(Stored items)

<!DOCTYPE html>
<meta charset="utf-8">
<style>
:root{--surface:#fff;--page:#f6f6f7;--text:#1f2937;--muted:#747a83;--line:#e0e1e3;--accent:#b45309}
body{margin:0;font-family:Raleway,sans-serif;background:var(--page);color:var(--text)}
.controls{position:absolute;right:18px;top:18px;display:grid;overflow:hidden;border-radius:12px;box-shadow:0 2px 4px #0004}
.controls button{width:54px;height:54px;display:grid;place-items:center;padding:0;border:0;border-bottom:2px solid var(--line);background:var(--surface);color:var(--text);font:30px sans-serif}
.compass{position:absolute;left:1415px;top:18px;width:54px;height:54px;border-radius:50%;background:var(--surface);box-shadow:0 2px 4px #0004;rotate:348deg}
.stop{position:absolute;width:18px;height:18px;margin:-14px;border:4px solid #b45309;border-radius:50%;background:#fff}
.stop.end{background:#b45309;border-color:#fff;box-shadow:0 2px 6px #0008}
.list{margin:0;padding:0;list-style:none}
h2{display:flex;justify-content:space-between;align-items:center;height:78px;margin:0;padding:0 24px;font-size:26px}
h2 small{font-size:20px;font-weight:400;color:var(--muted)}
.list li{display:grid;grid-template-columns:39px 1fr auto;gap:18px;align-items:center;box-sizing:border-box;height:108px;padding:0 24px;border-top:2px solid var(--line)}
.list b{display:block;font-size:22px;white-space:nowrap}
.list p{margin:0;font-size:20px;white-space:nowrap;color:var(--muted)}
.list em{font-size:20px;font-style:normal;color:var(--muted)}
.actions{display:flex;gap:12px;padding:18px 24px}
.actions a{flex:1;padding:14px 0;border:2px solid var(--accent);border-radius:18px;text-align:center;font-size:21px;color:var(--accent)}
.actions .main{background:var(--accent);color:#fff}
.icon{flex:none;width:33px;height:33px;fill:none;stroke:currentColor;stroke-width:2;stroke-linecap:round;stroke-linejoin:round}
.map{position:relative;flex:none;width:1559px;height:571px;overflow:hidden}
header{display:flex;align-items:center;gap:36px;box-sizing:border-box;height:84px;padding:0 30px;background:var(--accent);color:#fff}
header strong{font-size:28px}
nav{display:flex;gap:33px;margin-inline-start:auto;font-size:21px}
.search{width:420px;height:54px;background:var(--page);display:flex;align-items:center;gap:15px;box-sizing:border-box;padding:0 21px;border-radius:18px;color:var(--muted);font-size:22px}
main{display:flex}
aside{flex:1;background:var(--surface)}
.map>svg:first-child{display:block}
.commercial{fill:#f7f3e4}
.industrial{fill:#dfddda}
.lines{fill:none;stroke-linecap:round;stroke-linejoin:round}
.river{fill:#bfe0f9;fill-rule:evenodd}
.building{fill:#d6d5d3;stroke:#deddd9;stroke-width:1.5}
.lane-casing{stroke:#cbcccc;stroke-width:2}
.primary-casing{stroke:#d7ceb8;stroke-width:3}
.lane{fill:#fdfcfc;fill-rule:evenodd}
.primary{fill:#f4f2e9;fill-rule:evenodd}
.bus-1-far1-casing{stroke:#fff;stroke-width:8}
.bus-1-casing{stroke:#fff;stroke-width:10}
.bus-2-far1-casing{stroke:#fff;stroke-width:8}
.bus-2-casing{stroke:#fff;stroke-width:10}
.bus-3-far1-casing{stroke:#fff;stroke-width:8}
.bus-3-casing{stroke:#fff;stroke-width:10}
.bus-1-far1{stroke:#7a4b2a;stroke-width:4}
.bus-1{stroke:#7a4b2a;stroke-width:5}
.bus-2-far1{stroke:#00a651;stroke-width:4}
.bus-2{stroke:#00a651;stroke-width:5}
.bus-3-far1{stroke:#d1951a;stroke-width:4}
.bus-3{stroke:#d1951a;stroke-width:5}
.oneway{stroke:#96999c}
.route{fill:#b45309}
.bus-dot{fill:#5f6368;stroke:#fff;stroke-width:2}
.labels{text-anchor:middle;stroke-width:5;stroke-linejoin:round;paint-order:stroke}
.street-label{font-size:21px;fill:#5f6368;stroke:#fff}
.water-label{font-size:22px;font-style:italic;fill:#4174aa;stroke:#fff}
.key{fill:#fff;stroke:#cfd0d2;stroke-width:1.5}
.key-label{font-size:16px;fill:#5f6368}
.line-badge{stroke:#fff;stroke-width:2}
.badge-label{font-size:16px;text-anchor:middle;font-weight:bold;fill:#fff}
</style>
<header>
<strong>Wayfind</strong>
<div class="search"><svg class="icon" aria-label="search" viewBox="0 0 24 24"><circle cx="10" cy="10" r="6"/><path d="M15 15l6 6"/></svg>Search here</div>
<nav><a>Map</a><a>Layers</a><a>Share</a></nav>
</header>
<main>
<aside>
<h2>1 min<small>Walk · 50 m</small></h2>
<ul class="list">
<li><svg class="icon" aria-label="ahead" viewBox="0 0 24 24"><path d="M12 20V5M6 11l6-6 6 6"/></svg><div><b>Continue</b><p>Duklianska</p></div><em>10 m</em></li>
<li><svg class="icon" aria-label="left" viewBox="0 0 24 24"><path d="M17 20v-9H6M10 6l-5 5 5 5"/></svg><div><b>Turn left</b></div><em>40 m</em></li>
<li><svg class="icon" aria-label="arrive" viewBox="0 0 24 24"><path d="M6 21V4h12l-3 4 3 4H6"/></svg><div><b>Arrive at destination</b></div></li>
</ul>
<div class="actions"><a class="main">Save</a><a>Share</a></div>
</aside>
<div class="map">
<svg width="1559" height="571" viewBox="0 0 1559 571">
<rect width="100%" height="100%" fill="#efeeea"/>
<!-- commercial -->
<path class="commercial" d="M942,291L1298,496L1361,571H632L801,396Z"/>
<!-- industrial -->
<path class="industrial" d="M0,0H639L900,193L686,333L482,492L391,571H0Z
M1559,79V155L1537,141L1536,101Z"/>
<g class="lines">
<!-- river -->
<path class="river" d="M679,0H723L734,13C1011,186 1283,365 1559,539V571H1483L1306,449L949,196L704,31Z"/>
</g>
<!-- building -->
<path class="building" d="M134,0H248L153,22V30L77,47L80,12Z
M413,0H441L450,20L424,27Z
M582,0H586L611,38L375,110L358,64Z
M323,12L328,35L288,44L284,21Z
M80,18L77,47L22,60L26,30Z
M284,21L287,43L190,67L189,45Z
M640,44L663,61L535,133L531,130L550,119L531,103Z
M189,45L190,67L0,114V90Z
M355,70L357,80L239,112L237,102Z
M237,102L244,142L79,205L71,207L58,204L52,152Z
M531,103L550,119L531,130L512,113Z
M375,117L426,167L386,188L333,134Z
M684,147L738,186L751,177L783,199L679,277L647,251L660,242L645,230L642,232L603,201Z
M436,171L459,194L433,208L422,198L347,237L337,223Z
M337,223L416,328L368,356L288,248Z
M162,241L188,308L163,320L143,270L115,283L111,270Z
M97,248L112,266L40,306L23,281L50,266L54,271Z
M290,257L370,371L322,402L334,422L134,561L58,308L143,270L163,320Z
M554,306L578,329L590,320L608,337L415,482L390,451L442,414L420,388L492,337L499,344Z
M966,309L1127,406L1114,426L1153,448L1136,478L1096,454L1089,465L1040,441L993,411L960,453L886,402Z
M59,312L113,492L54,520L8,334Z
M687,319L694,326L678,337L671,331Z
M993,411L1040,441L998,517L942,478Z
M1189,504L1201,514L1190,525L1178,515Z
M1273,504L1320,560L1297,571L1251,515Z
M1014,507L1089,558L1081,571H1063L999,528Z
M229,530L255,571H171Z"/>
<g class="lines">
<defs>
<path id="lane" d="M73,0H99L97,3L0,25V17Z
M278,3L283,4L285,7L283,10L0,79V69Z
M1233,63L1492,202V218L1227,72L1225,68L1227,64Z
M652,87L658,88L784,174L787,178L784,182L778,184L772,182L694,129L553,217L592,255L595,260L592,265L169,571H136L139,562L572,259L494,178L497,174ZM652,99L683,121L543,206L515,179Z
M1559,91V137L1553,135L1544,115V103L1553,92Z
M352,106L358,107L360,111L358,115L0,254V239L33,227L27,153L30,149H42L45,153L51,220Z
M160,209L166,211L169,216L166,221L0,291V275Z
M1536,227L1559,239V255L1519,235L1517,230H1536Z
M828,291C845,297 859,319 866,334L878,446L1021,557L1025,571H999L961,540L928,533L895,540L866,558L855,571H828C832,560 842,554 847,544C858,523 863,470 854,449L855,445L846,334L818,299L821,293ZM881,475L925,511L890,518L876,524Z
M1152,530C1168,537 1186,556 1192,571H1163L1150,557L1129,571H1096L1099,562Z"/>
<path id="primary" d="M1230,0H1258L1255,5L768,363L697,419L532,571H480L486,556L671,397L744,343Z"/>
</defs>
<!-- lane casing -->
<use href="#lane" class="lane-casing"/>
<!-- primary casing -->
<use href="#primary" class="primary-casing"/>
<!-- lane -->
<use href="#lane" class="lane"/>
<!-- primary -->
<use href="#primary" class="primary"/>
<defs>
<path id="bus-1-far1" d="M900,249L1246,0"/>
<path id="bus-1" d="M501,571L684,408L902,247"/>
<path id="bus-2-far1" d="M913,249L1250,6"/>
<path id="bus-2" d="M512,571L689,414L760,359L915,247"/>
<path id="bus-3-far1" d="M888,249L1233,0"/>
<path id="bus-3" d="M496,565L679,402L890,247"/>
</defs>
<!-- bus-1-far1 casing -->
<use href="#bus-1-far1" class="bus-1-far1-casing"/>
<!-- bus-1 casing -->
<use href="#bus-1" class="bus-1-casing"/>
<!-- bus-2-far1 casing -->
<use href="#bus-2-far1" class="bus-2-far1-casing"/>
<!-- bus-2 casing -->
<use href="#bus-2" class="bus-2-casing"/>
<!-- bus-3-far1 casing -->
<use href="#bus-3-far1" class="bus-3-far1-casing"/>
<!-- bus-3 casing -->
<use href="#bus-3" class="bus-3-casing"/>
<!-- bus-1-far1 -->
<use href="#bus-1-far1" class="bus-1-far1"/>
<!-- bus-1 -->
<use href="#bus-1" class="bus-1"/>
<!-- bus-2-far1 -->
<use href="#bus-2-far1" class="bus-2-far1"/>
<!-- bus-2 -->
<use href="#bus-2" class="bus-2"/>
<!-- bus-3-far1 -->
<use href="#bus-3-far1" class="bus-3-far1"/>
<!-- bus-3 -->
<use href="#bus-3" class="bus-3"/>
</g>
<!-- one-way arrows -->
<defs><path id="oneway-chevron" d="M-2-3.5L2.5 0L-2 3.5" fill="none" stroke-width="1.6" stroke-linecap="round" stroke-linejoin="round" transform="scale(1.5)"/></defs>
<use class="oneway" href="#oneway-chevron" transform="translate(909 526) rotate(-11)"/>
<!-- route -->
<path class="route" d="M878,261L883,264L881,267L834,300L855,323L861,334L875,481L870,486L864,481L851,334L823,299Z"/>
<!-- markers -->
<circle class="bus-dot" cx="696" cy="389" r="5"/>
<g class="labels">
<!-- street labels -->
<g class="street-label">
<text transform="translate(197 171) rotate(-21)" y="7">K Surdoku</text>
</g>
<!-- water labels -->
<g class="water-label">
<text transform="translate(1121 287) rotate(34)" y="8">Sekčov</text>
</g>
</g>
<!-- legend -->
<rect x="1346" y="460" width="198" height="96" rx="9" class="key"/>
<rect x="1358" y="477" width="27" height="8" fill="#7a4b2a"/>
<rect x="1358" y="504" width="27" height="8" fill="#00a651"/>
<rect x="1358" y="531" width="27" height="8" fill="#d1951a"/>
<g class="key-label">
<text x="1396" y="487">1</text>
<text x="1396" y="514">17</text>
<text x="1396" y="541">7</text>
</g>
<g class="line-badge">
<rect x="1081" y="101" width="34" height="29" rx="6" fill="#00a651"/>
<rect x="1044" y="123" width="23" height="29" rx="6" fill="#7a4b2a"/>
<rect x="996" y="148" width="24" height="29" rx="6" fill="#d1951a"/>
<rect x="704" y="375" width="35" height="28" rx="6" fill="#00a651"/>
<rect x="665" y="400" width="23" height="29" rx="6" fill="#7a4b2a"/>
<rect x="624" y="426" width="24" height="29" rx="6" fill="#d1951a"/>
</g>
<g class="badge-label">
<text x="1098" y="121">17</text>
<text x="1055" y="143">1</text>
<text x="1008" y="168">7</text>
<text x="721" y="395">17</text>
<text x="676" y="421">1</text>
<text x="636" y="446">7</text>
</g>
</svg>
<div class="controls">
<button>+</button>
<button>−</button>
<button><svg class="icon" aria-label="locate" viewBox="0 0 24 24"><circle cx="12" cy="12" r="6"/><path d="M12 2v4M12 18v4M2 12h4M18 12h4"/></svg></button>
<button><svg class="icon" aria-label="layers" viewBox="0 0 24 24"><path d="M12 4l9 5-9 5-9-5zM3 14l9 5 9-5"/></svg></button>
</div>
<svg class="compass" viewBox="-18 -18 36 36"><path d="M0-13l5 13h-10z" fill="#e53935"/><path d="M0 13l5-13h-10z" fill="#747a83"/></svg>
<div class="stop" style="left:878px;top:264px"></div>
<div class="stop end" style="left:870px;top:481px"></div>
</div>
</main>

Problem details: Every line above that holds the string "display" should be returned.

Output for this task:
.controls{position:absolute;right:18px;top:18px;display:grid;overflow:hidden;border-radius:12px;box-shadow:0 2px 4px #0004}
.controls button{width:54px;height:54px;display:grid;place-items:center;padding:0;border:0;border-bottom:2px solid var(--line);background:var(--surface);color:var(--text);font:30px sans-serif}
h2{display:flex;justify-content:space-between;align-items:center;height:78px;margin:0;padding:0 24px;font-size:26px}
.list li{display:grid;grid-template-columns:39px 1fr auto;gap:18px;align-items:center;box-sizing:border-box;height:108px;padding:0 24px;border-top:2px solid var(--line)}
.list b{display:block;font-size:22px;white-space:nowrap}
.actions{display:flex;gap:12px;padding:18px 24px}
header{display:flex;align-items:center;gap:36px;box-sizing:border-box;height:84px;padding:0 30px;background:var(--accent);color:#fff}
nav{display:flex;gap:33px;margin-inline-start:auto;font-size:21px}
.search{width:420px;height:54px;background:var(--page);display:flex;align-items:center;gap:15px;box-sizing:border-box;padding:0 21px;border-radius:18px;color:var(--muted);font-size:22px}
main{display:flex}
.map>svg:first-child{display:block}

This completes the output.